== Material to process ==

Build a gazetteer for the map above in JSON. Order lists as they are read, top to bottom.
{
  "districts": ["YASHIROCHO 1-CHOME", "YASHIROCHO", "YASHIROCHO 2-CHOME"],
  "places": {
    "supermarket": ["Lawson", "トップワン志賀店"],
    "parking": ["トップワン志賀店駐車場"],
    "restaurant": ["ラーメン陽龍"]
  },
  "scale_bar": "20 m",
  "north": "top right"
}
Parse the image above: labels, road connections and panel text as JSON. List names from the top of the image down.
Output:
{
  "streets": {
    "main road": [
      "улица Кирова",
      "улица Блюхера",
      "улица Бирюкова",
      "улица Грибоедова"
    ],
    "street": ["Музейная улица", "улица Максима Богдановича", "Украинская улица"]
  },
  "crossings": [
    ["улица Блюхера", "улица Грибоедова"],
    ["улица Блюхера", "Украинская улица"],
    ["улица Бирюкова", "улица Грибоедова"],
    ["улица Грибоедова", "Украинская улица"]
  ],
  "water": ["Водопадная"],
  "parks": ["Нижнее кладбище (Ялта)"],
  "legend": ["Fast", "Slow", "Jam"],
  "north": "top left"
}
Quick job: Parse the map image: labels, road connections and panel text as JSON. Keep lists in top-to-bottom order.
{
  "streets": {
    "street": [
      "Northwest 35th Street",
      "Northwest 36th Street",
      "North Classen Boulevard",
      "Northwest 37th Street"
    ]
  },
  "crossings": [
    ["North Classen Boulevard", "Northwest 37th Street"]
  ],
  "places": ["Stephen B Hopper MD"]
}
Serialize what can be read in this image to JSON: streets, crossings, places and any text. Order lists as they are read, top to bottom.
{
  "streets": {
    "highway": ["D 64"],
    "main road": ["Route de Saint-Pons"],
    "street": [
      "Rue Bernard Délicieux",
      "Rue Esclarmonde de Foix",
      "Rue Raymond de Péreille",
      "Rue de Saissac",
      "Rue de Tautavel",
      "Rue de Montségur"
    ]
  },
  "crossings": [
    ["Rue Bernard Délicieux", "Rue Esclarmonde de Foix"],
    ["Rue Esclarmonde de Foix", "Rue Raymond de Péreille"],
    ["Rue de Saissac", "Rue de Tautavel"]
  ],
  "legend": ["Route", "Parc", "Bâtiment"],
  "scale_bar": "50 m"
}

===

● Assigned task: Restate the material exactly, from its opening line to its closing one.

● Solved exercise:
Build a gazetteer for the map above in JSON. Order lists as they are read, top to bottom.
{
  "districts": ["YASHIROCHO 1-CHOME", "YASHIROCHO", "YASHIROCHO 2-CHOME"],
  "places": {
    "supermarket": ["Lawson", "トップワン志賀店"],
    "parking": ["トップワン志賀店駐車場"],
    "restaurant": ["ラーメン陽龍"]
  },
  "scale_bar": "20 m",
  "north": "top right"
}
Parse the image above: labels, road connections and panel text as JSON. List names from the top of the image down.
Output:
{
  "streets": {
    "main road": [
      "улица Кирова",
      "улица Блюхера",
      "улица Бирюкова",
      "улица Грибоедова"
    ],
    "street": ["Музейная улица", "улица Максима Богдановича", "Украинская улица"]
  },
  "crossings": [
    ["улица Блюхера", "улица Грибоедова"],
    ["улица Блюхера", "Украинская улица"],
    ["улица Бирюкова", "улица Грибоедова"],
    ["улица Грибоедова", "Украинская улица"]
  ],
  "water": ["Водопадная"],
  "parks": ["Нижнее кладбище (Ялта)"],
  "legend": ["Fast", "Slow", "Jam"],
  "north": "top left"
}
Quick job: Parse the map image: labels, road connections and panel text as JSON. Keep lists in top-to-bottom order.
{
  "streets": {
    "street": [
      "Northwest 35th Street",
      "Northwest 36th Street",
      "North Classen Boulevard",
      "Northwest 37th Street"
    ]
  },
  "crossings": [
    ["North Classen Boulevard", "Northwest 37th Street"]
  ],
  "places": ["Stephen B Hopper MD"]
}
Serialize what can be read in this image to JSON: streets, crossings, places and any text. Order lists as they are read, top to bottom.
{
  "streets": {
    "highway": ["D 64"],
    "main road": ["Route de Saint-Pons"],
    "street": [
      "Rue Bernard Délicieux",
      "Rue Esclarmonde de Foix",
      "Rue Raymond de Péreille",
      "Rue de Saissac",
      "Rue de Tautavel",
      "Rue de Montségur"
    ]
  },
  "crossings": [
    ["Rue Bernard Délicieux", "Rue Esclarmonde de Foix"],
    ["Rue Esclarmonde de Foix", "Rue Raymond de Péreille"],
    ["Rue de Saissac", "Rue de Tautavel"]
  ],
  "legend": ["Route", "Parc", "Bâtiment"],
  "scale_bar": "50 m"
}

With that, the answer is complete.